The knowledge that the healthy partner has that choice scares the ill partner. The knowledge that while we are stuck with this illness, the healthy partner is not. They can walk away at any point, and we often wonder why they don’t. After all, if we had the choice we’d walk away from this illness in a heartbeat.
Chronic illness means that some needs or desires may not be met, or they may have to be met differently, or by someone else.
You (the healthy partner) may have to pick up more chores around the house and pick up some slack because your ill partner just can’t do it anymore.
If your partner is the extend of your social circle, it’s time to broaden that circle. Look for support groups of others who understand what you are going through. Find other friends or family that you can rely on to spend time with and do the things with that your partner is no longer able.

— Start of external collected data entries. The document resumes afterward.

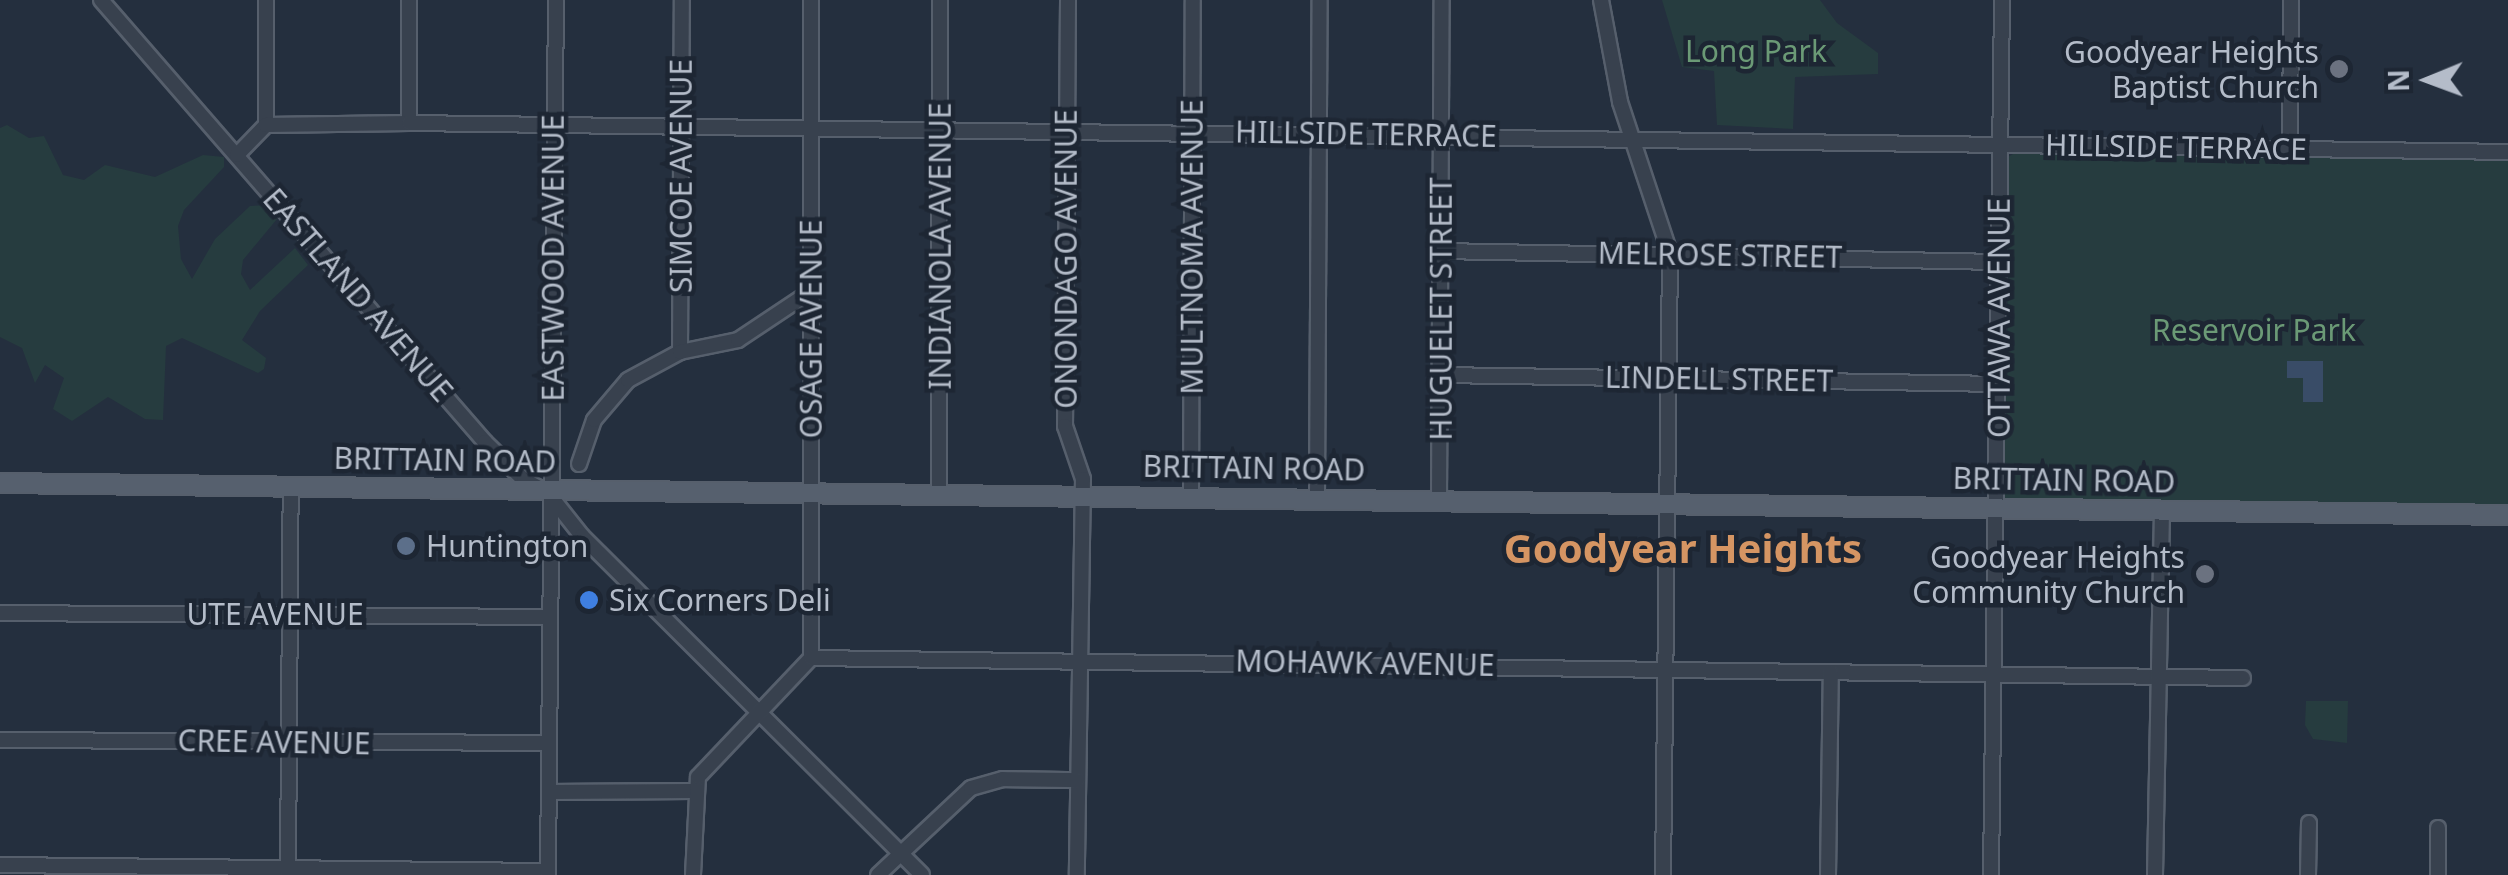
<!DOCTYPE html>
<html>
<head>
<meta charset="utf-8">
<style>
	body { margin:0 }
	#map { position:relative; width:2508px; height:875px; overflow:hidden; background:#242f3e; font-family:"Noto Sans",sans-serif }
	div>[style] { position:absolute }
	.green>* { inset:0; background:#263c3f }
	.water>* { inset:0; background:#394c67 }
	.roads { filter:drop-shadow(2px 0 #565f6c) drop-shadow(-2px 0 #565f6c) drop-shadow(0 2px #565f6c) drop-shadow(0 -2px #565f6c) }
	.minor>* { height:14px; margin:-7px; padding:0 7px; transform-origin:7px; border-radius:7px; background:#38414e }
	.major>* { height:18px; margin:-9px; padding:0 9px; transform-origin:9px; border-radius:9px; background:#56606e }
	.dots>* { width:28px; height:28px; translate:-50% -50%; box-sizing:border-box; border:5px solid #1d2633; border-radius:50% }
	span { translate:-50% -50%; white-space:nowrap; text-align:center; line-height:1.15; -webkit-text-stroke:9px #1d2633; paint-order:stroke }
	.park-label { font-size:30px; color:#6b9a76 }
	.poi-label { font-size:30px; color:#b4bcc9 }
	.right { translate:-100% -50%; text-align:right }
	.left { translate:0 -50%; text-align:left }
	.street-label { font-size:30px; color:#b4bcc9 }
	.district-label { font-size:40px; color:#d59563; font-weight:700 }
	.north { position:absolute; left:2378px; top:30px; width:100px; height:100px; -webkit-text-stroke:8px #1d2633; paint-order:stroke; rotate:269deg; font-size:28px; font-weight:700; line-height:40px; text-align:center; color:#b4bcc9 }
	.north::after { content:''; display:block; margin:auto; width:35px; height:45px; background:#b4bcc9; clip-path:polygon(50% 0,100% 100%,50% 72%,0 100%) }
</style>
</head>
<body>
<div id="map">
	<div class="green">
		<div style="clip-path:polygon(1662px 0,1820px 0,1837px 23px,1878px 53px,1878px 74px,1795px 77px,1793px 129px,1717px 125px,1714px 71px,1682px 67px)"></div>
		<div style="clip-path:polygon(7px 125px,29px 138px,44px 136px,63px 175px,84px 180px,105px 165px,155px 177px,203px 155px,224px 157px,224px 167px,184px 210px,178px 226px,181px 259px,192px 279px,215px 239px,250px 206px,268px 205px,277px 219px,243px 260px,241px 274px,250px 290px,295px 248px,308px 265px,260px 311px,242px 340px,266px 358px,264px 369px,258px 373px,182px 338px,166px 346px,163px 420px,145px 419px,108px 397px,72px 421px,53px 409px,64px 378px,45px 365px,35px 383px,22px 348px,0 337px,0 128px)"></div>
		<div style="clip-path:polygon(2016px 152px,2508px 160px,2508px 509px,2005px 502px,2005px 159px)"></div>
		<div style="clip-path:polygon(2306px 701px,2348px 701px,2347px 743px,2313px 739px,2305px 725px)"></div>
	</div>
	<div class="water">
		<div style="clip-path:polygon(2287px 361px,2323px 361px,2323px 402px,2303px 402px,2303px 378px,2287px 378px)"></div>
	</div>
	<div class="roads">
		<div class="minor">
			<div style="left:101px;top:0;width:586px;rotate:49.02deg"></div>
			<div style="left:485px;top:442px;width:54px;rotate:44.3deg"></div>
			<div style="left:524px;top:480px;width:27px;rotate:28deg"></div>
			<div style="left:548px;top:493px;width:55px;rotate:51.7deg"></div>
			<div style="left:582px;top:536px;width:480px;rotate:44.9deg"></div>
			<div style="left:811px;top:0;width:658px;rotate:90deg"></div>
			<div style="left:1068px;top:0;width:426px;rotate:90.4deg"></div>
			<div style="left:1065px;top:426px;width:56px;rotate:71.2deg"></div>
			<div style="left:1083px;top:479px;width:396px;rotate:90.9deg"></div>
			<div style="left:1601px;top:0;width:104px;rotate:79.4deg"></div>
			<div style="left:1620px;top:102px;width:159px;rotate:71.7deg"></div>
			<div style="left:1670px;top:253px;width:622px;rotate:90.64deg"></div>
			<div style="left:409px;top:123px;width:123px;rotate:-90deg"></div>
			<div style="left:266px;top:125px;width:125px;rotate:-90deg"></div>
			<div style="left:2290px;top:148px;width:148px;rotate:-89.6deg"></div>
			<div style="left:237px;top:155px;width:42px;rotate:-46deg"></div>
			<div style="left:266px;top:125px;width:143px;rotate:-0.8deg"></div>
			<div style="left:409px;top:123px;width:2099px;rotate:0.79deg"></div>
			<div style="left:1441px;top:251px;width:558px;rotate:1.13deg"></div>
			<div style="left:680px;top:352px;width:352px;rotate:-89.7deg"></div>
			<div style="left:1440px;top:375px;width:558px;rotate:0.92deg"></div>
			<div style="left:579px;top:464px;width:46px;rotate:-71.2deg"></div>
			<div style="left:594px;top:420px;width:52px;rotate:-49.6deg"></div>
			<div style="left:628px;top:380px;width:59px;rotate:-28.3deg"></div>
			<div style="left:680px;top:352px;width:59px;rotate:-11.7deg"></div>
			<div style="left:738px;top:340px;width:87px;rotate:-33.7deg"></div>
			<div style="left:939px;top:492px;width:492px;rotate:-89.9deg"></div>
			<div style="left:1191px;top:495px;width:495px;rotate:-89.8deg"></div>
			<div style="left:1317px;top:496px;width:496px;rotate:-89.7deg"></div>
			<div style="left:1439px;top:498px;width:498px;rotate:-89.7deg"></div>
			<div style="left:0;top:613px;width:550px;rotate:0.42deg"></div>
			<div style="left:0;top:740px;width:549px;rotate:0.31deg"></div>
			<div style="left:549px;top:792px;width:143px;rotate:-0.4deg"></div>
			<div style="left:0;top:865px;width:548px;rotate:0.63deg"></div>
			<div style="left:288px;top:874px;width:388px;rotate:-89.6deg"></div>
			<div style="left:548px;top:875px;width:875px;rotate:-89.48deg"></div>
			<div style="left:693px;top:875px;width:98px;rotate:-87.1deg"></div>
			<div style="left:698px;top:777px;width:164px;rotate:-46.5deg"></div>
			<div style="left:811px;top:658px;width:1432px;rotate:0.8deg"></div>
			<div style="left:878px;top:875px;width:127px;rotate:-43.1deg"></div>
			<div style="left:971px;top:788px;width:33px;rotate:-16deg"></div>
			<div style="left:1003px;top:779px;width:75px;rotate:0.8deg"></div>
			<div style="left:1828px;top:875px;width:203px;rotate:-89.2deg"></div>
			<div style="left:1991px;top:875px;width:875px;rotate:-89.28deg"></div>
			<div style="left:2155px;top:875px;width:365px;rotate:-88.9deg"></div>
			<div style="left:2308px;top:875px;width:52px;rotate:-88.9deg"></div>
			<div style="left:2438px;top:875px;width:47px;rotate:-90deg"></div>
		</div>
		<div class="major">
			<div style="left:0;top:483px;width:2508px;rotate:0.73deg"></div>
		</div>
	</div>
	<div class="dots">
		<div style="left:2339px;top:69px;background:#6b7280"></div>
		<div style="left:406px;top:546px;background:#5c6f8a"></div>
		<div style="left:2205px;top:574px;background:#6b7280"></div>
		<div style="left:589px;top:600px;background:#3f7fe0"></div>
	</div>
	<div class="park-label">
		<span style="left:1756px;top:51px">Long Park</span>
		<span style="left:2254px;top:330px">Reservoir Park</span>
	</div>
	<div class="poi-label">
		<span class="right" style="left:2319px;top:69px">Goodyear Heights<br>Baptist Church</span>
		<span class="left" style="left:426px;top:546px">Huntington</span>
		<span class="right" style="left:2185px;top:574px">Goodyear Heights<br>Community Church</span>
		<span class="left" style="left:609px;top:600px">Six Corners Deli</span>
	</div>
	<div class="street-label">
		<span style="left:1366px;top:134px;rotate:1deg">HILLSIDE TERRACE</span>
		<span style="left:2176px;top:147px;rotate:1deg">HILLSIDE TERRACE</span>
		<span style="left:681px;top:176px;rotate:-90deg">SIMCOE AVENUE</span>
		<span style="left:940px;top:246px;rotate:-90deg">INDIANOLA AVENUE</span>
		<span style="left:1192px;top:247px;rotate:-90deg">MULTNOMA AVENUE</span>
		<span style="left:1720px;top:255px;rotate:1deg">MELROSE STREET</span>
		<span style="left:553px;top:258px;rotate:-90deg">EASTWOOD AVENUE</span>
		<span style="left:1066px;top:259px;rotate:-90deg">ONONDAGO AVENUE</span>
		<span style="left:358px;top:295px;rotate:49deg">EASTLAND AVENUE</span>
		<span style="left:1441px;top:309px;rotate:-90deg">HUGUELET STREET</span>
		<span style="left:1999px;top:318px;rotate:-90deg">OTTAWA AVENUE</span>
		<span style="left:811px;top:329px;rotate:-90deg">OSAGE AVENUE</span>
		<span style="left:1719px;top:379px;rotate:1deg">LINDELL STREET</span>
		<span style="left:445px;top:460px;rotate:1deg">BRITTAIN ROAD</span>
		<span style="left:1254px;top:468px;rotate:1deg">BRITTAIN ROAD</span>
		<span style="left:2064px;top:480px;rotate:1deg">BRITTAIN ROAD</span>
		<span style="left:275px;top:614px">UTE AVENUE</span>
		<span style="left:1365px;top:663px;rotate:1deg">MOHAWK AVENUE</span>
		<span style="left:274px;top:742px;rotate:1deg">CREE AVENUE</span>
	</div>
	<div class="district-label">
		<span style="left:1683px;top:548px">Goodyear Heights</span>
	</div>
	<div class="north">N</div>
</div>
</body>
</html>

You may not be able to hold your partner the way you used to. It’s not that they don’t want to be held that way, but that they just can’t be held that way. It’s hurting them that their illness has affected the way they can be touched. They need that touch. Work together to find ways that you can continue to be physically intimate without causing them pain.
But intimacy is about so much more than touch. When you can’t be intimate physically, it becomes so much more important that you make every effort to be intimate with your partner mentally and emotionally.
Talk to your partner and try to really understand why they are pushing you away. Are they just trying to protect you? Or do they feel that they need that distance for healing reasons?
If your partner is pushing you away in an effort to protect you…
You do not want to reach the point where your partner stops asking you for help. At that point they have found you to be unreliable and likely realized that they’d be just as well off alone, perhaps better.
While continuing to be there for your partner, you also need to give them space. Don’t crowd your partner or smother them. Your partner needs to feel they can be as independent as possible. Chronic illness leaves us with a constant worry of losing our independence, so it’s important that we not feel it’s being taken early.
Related Posts:
Woofles says
I’ve been the chronically ill one until a few months ago when my husband got a similar diagnosis. Now we are both in the same place, relying on each other to pick up the slack yet not being able to. Does anyone have any advice?
Julie says
Just be there for each other and do what you can and remember that you are both struggling (so give each other grace). My parents are in this situation and I know it’s really hard for them, but when they are both able to do even a little it makes a big difference.